## TASK
A complete copy of the entries, exactly as written, is the expected result.

Stored data
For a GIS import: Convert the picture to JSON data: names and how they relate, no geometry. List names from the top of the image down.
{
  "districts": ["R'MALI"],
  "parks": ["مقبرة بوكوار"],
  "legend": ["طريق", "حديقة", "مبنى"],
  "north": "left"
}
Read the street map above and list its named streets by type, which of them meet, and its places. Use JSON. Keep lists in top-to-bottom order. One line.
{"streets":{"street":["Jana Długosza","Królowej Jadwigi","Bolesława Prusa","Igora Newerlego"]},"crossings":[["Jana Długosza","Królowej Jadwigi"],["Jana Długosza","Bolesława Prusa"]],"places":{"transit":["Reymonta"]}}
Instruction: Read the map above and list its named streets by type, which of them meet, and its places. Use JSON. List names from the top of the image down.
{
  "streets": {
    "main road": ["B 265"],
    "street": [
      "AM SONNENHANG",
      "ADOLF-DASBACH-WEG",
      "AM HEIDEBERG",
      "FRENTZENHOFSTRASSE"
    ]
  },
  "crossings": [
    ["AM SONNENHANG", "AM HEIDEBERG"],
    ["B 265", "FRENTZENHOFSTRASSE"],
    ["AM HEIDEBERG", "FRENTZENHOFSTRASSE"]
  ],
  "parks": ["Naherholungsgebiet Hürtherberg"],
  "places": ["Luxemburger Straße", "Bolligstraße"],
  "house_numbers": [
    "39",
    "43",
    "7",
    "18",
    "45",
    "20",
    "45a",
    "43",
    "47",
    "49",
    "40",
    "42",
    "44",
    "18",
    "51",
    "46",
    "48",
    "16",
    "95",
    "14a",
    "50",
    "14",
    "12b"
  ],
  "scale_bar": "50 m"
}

## RESULT
For a GIS import: Convert the picture to JSON data: names and how they relate, no geometry. List names from the top of the image down.
{
  "districts": ["R'MALI"],
  "parks": ["مقبرة بوكوار"],
  "legend": ["طريق", "حديقة", "مبنى"],
  "north": "left"
}
Read the street map above and list its named streets by type, which of them meet, and its places. Use JSON. Keep lists in top-to-bottom order. One line.
{"streets":{"street":["Jana Długosza","Królowej Jadwigi","Bolesława Prusa","Igora Newerlego"]},"crossings":[["Jana Długosza","Królowej Jadwigi"],["Jana Długosza","Bolesława Prusa"]],"places":{"transit":["Reymonta"]}}
Instruction: Read the map above and list its named streets by type, which of them meet, and its places. Use JSON. List names from the top of the image down.
{
  "streets": {
    "main road": ["B 265"],
    "street": [
      "AM SONNENHANG",
      "ADOLF-DASBACH-WEG",
      "AM HEIDEBERG",
      "FRENTZENHOFSTRASSE"
    ]
  },
  "crossings": [
    ["AM SONNENHANG", "AM HEIDEBERG"],
    ["B 265", "FRENTZENHOFSTRASSE"],
    ["AM HEIDEBERG", "FRENTZENHOFSTRASSE"]
  ],
  "parks": ["Naherholungsgebiet Hürtherberg"],
  "places": ["Luxemburger Straße", "Bolligstraße"],
  "house_numbers": [
    "39",
    "43",
    "7",
    "18",
    "45",
    "20",
    "45a",
    "43",
    "47",
    "49",
    "40",
    "42",
    "44",
    "18",
    "51",
    "46",
    "48",
    "16",
    "95",
    "14a",
    "50",
    "14",
    "12b"
  ],
  "scale_bar": "50 m"
}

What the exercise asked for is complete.